Prof. Karl-Otto Bergmann, Dr. Carolin Wever
Rz. 108
Der Haftpflichtversicherer gewährt Rechtsschutz bei der Abwehr von unberechtigten und der Abwicklung von berechtigten Haftpflichtansprüchen. Die Versicherung umfasst die zur Verteidigung gebotenen gerichtlichen und außergerichtlichen Kosten (§ 101 Abs. 1 S. 1 VVG).
1. Zivilverfahren
Rz. 109
Im Arzthaftungsprozess übernimmt der Versicherer nach Ziff. 5.2 AHB im Namen des Versicherungsnehmers die Prozessführung auf seine Kosten. Die Prozesskosten werden nicht als Leistungen auf die Versicherungssumme angerechnet (Ziff. 6.5 AHB). Der Versicherer trägt demnach alle Kosten, auch wenn Schadensersatz und Prozesskosten zusammen die Deckungssumme überschreiten.

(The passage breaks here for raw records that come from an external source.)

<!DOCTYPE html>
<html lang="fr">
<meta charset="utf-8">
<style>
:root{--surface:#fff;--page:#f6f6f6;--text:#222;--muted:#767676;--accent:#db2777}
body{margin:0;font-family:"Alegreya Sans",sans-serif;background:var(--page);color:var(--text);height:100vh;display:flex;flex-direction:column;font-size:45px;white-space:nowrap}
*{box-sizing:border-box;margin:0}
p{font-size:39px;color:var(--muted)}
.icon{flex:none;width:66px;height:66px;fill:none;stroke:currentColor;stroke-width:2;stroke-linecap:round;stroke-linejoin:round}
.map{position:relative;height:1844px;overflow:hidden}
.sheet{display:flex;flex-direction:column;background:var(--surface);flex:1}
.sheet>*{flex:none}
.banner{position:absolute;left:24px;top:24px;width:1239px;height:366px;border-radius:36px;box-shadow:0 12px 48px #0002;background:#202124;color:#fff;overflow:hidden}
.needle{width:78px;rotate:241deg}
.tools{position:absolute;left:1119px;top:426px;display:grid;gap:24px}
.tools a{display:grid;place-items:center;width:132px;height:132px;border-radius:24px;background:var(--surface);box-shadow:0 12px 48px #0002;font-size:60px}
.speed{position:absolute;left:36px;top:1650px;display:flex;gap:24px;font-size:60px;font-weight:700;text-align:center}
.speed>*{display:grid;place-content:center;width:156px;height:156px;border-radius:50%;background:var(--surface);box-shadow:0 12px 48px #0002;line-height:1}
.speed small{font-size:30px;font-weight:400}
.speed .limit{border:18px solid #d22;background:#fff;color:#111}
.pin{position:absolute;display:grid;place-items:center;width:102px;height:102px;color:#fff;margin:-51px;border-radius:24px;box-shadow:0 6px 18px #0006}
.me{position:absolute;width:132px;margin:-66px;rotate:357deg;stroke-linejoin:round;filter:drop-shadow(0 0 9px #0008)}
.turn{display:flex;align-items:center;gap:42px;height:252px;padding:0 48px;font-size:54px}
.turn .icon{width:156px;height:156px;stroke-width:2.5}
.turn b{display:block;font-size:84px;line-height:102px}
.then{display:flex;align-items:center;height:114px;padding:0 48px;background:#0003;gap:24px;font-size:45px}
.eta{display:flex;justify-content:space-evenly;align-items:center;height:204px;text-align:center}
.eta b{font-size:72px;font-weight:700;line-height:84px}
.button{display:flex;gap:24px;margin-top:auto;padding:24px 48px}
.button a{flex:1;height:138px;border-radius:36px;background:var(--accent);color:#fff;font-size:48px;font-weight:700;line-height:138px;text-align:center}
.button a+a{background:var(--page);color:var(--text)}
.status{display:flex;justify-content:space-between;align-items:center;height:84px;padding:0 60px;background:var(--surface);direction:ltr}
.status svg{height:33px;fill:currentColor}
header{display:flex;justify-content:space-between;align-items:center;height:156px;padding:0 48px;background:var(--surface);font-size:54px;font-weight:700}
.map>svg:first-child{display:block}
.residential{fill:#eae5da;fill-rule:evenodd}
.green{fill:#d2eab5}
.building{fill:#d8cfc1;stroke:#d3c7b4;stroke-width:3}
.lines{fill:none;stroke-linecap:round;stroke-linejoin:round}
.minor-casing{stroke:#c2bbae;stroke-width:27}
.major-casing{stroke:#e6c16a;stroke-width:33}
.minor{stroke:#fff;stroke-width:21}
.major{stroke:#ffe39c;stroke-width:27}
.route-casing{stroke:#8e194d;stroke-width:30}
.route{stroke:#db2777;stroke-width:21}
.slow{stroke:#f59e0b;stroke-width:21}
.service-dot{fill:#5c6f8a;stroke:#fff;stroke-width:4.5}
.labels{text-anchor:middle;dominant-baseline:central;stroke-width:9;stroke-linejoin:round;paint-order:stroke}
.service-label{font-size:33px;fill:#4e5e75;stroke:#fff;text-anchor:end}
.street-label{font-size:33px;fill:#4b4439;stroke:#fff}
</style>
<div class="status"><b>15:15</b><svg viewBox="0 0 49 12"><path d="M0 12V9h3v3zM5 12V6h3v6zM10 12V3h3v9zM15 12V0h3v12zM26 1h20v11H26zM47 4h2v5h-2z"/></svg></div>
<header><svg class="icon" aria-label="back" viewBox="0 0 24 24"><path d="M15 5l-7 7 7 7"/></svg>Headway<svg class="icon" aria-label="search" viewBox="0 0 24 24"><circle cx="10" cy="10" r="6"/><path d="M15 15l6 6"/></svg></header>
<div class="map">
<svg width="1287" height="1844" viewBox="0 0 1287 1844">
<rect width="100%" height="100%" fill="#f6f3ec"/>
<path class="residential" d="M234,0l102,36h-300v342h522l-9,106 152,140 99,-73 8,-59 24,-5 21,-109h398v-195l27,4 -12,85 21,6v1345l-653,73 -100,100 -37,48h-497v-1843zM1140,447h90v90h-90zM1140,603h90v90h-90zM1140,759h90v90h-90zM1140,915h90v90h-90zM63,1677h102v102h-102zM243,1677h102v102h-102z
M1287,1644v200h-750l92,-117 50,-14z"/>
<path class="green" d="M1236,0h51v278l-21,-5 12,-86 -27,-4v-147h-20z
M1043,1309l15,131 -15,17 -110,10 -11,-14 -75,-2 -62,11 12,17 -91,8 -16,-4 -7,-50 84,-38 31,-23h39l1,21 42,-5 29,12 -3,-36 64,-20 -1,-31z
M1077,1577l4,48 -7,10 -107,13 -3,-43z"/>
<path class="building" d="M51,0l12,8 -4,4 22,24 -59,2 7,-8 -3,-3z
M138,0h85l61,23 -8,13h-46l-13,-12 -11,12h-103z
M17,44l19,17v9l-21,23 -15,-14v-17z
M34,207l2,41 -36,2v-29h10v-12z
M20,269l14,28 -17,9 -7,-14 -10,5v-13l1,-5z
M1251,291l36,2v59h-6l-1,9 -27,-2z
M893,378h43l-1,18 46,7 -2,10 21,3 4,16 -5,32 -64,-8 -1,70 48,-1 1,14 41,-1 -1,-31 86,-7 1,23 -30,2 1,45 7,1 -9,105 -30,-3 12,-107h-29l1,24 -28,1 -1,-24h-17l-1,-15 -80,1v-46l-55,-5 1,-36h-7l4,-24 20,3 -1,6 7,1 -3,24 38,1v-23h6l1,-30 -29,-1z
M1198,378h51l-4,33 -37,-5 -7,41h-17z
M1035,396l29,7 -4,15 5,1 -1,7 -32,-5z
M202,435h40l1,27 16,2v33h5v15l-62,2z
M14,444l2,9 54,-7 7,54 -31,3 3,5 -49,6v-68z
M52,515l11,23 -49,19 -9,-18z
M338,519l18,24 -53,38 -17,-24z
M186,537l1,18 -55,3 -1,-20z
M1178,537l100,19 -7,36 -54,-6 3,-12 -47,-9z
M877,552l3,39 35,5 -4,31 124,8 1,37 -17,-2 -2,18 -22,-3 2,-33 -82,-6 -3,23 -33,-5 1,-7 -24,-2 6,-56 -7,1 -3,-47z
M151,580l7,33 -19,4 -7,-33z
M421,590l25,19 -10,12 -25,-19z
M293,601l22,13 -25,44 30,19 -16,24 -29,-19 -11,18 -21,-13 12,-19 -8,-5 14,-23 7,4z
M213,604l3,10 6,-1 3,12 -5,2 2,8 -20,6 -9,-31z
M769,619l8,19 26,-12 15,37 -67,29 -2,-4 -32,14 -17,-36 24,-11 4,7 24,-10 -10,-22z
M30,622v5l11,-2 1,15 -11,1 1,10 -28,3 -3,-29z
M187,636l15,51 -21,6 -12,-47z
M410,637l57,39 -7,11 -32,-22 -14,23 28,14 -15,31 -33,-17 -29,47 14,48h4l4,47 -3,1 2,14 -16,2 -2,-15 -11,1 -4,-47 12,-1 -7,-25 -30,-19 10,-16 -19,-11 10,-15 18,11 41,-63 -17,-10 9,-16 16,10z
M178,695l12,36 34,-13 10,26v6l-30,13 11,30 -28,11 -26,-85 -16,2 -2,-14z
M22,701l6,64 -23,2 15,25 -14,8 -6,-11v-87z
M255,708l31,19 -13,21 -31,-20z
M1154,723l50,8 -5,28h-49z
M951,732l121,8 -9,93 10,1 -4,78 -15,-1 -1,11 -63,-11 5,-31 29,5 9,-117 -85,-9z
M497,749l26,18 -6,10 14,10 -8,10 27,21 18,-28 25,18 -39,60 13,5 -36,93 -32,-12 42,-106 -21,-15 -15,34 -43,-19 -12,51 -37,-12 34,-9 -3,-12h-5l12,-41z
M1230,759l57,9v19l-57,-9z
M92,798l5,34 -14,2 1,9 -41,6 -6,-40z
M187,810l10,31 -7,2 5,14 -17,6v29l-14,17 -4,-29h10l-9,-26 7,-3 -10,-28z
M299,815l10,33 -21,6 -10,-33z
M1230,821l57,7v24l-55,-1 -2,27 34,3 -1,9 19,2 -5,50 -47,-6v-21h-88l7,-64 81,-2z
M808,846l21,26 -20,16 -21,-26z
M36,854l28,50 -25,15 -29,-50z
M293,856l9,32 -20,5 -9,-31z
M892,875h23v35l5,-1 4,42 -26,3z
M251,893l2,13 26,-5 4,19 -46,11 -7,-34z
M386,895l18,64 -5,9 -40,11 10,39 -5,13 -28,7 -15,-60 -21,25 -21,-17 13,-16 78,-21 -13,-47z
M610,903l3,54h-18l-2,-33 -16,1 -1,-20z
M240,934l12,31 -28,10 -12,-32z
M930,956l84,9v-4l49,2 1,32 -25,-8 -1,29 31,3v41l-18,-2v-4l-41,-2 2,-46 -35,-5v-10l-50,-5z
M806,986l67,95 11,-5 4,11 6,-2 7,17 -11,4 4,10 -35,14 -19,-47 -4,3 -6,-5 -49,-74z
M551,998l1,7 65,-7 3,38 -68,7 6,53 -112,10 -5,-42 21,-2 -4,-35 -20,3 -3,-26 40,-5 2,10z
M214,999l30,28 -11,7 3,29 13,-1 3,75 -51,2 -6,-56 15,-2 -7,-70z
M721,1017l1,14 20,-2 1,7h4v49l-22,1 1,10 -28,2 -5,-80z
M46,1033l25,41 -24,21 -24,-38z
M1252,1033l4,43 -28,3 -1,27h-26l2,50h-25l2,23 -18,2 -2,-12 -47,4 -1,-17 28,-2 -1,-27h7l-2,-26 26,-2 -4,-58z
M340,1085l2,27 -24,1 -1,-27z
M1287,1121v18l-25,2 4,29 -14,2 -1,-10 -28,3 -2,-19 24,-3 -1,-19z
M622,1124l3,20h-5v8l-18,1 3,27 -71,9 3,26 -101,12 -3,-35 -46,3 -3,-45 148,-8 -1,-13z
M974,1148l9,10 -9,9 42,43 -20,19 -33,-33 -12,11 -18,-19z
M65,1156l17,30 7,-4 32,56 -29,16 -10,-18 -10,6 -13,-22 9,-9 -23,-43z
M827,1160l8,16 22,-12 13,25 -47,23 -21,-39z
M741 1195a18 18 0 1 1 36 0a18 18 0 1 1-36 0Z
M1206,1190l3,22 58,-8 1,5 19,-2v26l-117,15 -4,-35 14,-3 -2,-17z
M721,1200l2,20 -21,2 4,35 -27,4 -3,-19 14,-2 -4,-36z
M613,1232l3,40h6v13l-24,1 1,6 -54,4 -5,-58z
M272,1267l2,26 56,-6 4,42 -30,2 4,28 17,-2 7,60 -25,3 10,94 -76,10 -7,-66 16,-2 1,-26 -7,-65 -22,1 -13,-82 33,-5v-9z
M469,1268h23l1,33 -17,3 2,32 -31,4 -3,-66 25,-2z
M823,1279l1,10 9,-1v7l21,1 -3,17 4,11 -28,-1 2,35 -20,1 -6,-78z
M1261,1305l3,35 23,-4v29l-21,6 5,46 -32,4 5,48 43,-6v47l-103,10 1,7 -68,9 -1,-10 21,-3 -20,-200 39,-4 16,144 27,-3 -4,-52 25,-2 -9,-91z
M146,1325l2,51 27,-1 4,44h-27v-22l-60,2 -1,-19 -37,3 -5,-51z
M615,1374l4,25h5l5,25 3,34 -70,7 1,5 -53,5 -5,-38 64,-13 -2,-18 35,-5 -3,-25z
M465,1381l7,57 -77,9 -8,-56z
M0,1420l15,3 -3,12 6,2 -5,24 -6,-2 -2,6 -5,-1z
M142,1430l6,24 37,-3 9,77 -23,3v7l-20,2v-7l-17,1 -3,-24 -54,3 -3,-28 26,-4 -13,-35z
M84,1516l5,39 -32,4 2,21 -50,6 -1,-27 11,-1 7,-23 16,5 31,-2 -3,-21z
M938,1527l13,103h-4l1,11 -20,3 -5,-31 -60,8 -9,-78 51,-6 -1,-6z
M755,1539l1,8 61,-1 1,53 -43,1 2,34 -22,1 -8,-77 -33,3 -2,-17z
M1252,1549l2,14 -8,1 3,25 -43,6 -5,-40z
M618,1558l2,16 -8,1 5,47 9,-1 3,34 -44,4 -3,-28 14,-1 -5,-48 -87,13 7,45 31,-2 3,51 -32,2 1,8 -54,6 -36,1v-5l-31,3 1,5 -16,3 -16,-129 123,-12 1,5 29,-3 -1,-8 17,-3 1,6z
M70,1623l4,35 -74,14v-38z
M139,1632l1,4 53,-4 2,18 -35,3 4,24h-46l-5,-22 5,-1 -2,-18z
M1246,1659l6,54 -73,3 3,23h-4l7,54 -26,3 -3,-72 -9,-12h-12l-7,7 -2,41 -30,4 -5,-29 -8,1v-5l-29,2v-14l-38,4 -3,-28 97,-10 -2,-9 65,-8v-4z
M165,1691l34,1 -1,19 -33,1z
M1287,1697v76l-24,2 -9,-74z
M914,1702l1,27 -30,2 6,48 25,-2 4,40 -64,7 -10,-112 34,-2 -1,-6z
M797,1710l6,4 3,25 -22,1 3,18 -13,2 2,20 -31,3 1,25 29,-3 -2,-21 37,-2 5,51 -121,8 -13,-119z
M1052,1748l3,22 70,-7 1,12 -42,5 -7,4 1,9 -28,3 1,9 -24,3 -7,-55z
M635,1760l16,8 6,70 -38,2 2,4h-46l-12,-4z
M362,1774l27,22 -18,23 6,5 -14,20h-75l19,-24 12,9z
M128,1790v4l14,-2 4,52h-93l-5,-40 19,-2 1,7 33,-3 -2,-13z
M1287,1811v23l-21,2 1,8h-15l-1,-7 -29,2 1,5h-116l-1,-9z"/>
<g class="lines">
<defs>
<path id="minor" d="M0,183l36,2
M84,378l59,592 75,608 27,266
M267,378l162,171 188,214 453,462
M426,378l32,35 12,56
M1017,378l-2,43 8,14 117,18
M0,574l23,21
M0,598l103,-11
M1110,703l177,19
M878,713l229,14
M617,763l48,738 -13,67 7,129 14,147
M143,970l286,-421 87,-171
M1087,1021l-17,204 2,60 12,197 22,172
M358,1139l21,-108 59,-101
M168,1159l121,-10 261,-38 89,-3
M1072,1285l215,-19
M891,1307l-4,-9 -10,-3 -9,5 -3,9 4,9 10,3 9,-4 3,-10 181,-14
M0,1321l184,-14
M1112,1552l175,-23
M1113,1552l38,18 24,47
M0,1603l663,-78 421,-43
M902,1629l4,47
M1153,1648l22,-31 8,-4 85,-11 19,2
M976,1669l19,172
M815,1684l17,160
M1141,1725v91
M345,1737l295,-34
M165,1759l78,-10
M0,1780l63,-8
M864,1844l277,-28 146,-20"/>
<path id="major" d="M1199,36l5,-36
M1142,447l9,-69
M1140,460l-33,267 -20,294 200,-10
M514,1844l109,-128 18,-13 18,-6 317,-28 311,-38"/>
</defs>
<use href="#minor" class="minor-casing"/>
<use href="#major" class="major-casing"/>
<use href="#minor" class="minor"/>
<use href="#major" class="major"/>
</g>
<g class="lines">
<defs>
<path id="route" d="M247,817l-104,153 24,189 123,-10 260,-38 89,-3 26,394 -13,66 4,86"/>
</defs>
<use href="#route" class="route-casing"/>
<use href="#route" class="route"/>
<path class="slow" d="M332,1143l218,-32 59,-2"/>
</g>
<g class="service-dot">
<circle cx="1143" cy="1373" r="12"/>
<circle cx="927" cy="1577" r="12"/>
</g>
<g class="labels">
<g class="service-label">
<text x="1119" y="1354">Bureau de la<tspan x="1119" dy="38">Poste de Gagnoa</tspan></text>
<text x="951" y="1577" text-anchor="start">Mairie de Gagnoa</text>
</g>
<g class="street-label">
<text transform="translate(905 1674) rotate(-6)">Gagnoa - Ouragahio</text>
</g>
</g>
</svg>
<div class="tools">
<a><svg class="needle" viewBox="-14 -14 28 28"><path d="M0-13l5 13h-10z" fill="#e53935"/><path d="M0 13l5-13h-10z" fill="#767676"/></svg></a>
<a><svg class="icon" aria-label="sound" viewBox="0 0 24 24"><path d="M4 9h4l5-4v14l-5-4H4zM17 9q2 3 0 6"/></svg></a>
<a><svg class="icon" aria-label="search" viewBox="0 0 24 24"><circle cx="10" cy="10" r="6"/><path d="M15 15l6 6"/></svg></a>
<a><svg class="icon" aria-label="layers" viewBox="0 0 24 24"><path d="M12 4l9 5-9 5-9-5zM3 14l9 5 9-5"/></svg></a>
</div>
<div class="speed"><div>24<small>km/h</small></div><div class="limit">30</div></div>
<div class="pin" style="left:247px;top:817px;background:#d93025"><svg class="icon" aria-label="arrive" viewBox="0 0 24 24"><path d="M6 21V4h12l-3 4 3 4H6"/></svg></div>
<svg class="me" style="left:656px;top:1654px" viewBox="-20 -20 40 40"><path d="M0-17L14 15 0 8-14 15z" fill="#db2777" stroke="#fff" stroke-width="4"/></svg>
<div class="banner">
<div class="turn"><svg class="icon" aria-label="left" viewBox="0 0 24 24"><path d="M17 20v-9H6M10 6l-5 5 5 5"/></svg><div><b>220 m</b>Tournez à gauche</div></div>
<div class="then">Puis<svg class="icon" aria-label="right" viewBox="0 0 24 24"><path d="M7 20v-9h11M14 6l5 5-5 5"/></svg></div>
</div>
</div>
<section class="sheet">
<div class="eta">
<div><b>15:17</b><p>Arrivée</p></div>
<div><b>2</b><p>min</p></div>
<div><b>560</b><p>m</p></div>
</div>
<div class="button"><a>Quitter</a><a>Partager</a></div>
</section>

2. Selbstständiges Beweisverfahren
Rz. 110
Nach der neueren Rechtsprechung des BGH ist ein selbstständiges Beweisverfahren auch in Arzthaftungsangelegenheiten zulässig. Der Rechtsschutzanspruch entsteht bereits mit jeder ernstlichen Erhebung von Ansprüchen durch Dritte. Deshalb übernimmt der Versicherer ungeachtet dieser Diskussion auf jeden Fall auch die Kosten eines vom Patienten beantragten selbstständigen Beweisverfahrens.
3. Schlichtungsverfahren
Rz. 111
Alle Landesärztekammern haben, teils gemeinsam, Schlichtungsstellen bzw. Gutachterkommissionen zur unabhängigen, außergerichtlichen Überprüfung von Behandlungsfehlervorwürfen eingerichtet. Bei allen Unterschieden zwischen den einzelnen Verfahrensordnungen handelt es sich stets um ein freiwilliges Schlichtungs- und kein Schiedsverfahren. Die beteiligten Parteien, Arzt/Krankenhausträger, Patient und Versicherer, müssen der Durchführung des Schlichtungsverfahrens zustimmen. Die Gutachterkommission bzw. Schlichtungsstelle unterbreitet abschließend einen Einigungsvorschlag und trifft keine verbindliche Entscheidung.
Rz. 112
Da der Deckungsschutz auch die Kosten des Rechtsschutzes des Versicherungsnehmers umfasst, werden auch die Kosten des Verfahrens vor den Gutachterkommissionen bzw. Schlichtungsstellen der Landesärztekammer eingeschlossen. Die Haftpflichtversicherer leisten hier für den Versicherungsnehmer die von den Ärztekammern erhobenen Kostenbeiträge. Ebenso werden etwa anfallende Rechtsanwaltskosten des Versicherungsnehmers übernommen.
Rz. 113
Das Verfahren ist für den Patienten kostenfrei. Die Kosten für die Gutachtenerstellung übernimmt der Haftpflichtversicherer des Arztes. In dieser Phase beauftragt der Versicherer regelmäßig noch keinen Rechtsanwalt, sondern führt das Verfahren in eigener Regie durch. Erst wenn es trotz Schlichtungsspruchs zu einem Haftungsprozess kommt, wird ein Prozessbevollmächtigter eingeschaltet. Das im Schlichtungsverfahren eingeholte Gutachten kann im Wege des Urkundenbeweises verwertet werden. Im Einzelfall übernimmt der Versicherer nach Abstimmung auch die Kosten eines vom Arzt beauftragten Rechtsanwaltes. Die Bundesärztekammer geht davon aus, dass etwa ¼ aller Arzthaftpflichtfälle von den Gutachterkommissionen und Schlichtungsstellen bei den Ärztekammern bewertet werden. Prozentual betrachtet richten sich die Verfahren zu 70 % gegen Kliniken und zu 30 % gegen niedergelassene Ärzte oder Praxen. Die Zahlen haben sich bis heute nicht wesentlich geändert.